[Saved entries]
-=-=-
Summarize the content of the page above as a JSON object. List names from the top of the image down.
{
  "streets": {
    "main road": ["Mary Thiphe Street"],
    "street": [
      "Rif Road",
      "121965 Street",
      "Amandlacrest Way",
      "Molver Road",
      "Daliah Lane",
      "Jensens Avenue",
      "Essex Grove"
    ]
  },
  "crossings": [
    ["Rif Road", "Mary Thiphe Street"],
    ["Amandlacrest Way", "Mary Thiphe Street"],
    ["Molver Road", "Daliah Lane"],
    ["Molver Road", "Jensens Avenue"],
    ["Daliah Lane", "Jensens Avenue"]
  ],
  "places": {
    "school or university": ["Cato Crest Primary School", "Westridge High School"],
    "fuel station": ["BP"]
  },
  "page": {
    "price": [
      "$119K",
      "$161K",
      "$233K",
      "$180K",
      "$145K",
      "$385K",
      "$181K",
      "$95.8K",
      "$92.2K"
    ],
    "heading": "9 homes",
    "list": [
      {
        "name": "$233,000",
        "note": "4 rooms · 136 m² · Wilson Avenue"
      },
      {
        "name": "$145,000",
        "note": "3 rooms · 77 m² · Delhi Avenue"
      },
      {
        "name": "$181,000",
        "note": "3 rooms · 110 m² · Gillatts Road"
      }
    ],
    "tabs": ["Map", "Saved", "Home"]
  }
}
-=-=-
All records are to be printed again, exactly and completely.

Task answer
Summarize the content of the page above as a JSON object. List names from the top of the image down.
{
  "streets": {
    "main road": ["Mary Thiphe Street"],
    "street": [
      "Rif Road",
      "121965 Street",
      "Amandlacrest Way",
      "Molver Road",
      "Daliah Lane",
      "Jensens Avenue",
      "Essex Grove"
    ]
  },
  "crossings": [
    ["Rif Road", "Mary Thiphe Street"],
    ["Amandlacrest Way", "Mary Thiphe Street"],
    ["Molver Road", "Daliah Lane"],
    ["Molver Road", "Jensens Avenue"],
    ["Daliah Lane", "Jensens Avenue"]
  ],
  "places": {
    "school or university": ["Cato Crest Primary School", "Westridge High School"],
    "fuel station": ["BP"]
  },
  "page": {
    "price": [
      "$119K",
      "$161K",
      "$233K",
      "$180K",
      "$145K",
      "$385K",
      "$181K",
      "$95.8K",
      "$92.2K"
    ],
    "heading": "9 homes",
    "list": [
      {
        "name": "$233,000",
        "note": "4 rooms · 136 m² · Wilson Avenue"
      },
      {
        "name": "$145,000",
        "note": "3 rooms · 77 m² · Delhi Avenue"
      },
      {
        "name": "$181,000",
        "note": "3 rooms · 110 m² · Gillatts Road"
      }
    ],
    "tabs": ["Map", "Saved", "Home"]
  }
}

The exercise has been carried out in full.